Wie ich lesen konnte, hast Du oNdsen das genauso gewollt und irgendwie auch fertiggestellt. Kannst Du Deine Erkenntnisse mir ebenfalls mitteilen? Aus der Anleitung zum Multiserver Setup werde ich so nicht ganz schlau. Und ich möchte verhindern mir doppelte Arbeit zu machen. Habe ich bereits hinter mir, da die Anleitungen zum "Perfekten Server Setup" eben auch nicht so klar waren. Anleitung für 8.6 war nur mit Nginx, Anleitung für 8.4 war für Apache. Obwohl wir uns bei der Version 8.x immer nter Jessie bewegen. Wäre eindeutiger gewesen es anders zu bezeichnen. Naja das ist nun bereits Geschichte. Daher wollte ich mir doppelte Arbeit beim Multiserver Setup sparen und auf Eure Erfahrungen zurückgreifen.
Danke für alle Rückmeldungen.

Gruß snocer


----------



## oNdsen (22. Jan. 2017)

hey snocer
du musst beim ispconfig setup jeweils bei den multiserver (server 2 und 3) den expert mode wählen und dann dem assistens folgen.
er fagt dich dann ob der server einer bestehenden ispconfig umgebung joinen soll und dann nach dem mysql root zugang des master servers.
das ist dann auch scho alles!
die slave server werden dann minütlich den master server nach änderungen abfragen und ausführen.
gruss


----------



## snocer (22. Jan. 2017)

hey oNdsen,
Danke für die schnelle Antwort. So werde ich zur Sache / Tat schreiten. Habe noch eine Frage. Da gab es in dem Thread noch einen Hinweis mit Con Jobs. Müssen die händisch eingerichtet werden oder erkennt das MultiServer Setup das automatisch und richtet die Crons ein? 
gruss


----------



## snocer (22. Jan. 2017)

hey oNdsen,

nochmal eine kleine Nachfrage. Hast Du auf dem ersten Server ebenfalls das Multiserver Setup verwendet? Oder hast Du hier ein Standard Setup von ISPConfig verwendet?
Gruss


----------



## oNdsen (22. Jan. 2017)

es wird restlos alles automatisch erstellt.
ich hatte bei dem bestehenden servern ein problem, weil ich die noch manuell editiert hatte.

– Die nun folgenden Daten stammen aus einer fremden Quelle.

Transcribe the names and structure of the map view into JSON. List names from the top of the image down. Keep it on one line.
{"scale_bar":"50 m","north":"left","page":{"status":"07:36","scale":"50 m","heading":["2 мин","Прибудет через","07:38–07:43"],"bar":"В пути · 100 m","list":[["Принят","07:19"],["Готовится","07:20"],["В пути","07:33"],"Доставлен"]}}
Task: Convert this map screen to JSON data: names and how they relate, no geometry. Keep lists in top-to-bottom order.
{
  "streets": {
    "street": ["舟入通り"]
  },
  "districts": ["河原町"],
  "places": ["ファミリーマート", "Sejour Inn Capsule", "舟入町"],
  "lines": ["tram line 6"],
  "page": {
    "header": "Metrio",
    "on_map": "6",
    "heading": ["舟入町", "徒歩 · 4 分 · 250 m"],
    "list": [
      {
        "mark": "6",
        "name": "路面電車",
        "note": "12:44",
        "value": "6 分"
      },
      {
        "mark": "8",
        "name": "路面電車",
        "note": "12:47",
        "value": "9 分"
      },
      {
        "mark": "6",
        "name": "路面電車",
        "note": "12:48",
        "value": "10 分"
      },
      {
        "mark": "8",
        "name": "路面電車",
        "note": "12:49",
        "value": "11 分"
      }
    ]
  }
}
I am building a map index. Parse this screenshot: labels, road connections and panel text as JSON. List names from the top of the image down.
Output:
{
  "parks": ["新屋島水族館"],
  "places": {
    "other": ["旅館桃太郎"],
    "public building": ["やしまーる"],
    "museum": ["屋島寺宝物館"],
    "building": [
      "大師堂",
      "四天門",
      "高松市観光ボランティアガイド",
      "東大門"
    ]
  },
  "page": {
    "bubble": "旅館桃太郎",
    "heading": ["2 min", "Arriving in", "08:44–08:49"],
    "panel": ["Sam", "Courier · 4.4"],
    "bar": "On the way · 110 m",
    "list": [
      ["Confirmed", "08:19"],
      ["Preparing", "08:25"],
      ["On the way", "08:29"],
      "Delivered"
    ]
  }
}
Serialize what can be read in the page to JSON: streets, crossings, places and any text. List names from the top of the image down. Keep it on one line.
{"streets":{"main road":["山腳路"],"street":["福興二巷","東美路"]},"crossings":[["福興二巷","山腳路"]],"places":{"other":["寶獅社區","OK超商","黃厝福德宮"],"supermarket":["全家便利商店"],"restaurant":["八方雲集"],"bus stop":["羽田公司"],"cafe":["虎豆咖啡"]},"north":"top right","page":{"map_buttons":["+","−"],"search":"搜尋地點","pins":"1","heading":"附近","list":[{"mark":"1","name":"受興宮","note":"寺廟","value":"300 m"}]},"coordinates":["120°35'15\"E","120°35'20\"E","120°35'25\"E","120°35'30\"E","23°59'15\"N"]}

ps: glückwunsch zum wechsel von pleak auf ispconfig


----------



## snocer (22. Jan. 2017)

Danke für Deine Infos. Hat bisher alles Super funktioniert. Hättest Du mir einnen Vorschlag für ein DNS Zonen File, welches auf ISPConfig ausgelegt ist?
Muss mich noch ein wenig mit der Struktur von ISPConfig auseinandersetzen. Unklar sind für mich solche Einträge wie "Für Domain Alias Webseite erstellen". Ist doch so nicht üblich. Alias bezieht sich doch immer auf die Hauptdomain oder Subdomain. Oder Einträge wie "Web für Subdomain erstellen" was ja eigentlich üblich sein sollte. Nur für Email werde ich keine Subdomain erstellen. Die SOA Einträge scheinen bei einigen auch nicht konform zu sein, die ISPConfig nutzen (Abfrage erfolgte mit MXTollbox).
Danke snocer


----------



## Till (22. Jan. 2017)

Zitat von snocer:


> Danke für Deine Infos. Hat bisher alles Super funktioniert. Hättest Du mir einnen Vorschlag für ein DNS Zonen File, welches auf ISPConfig ausgelegt ist?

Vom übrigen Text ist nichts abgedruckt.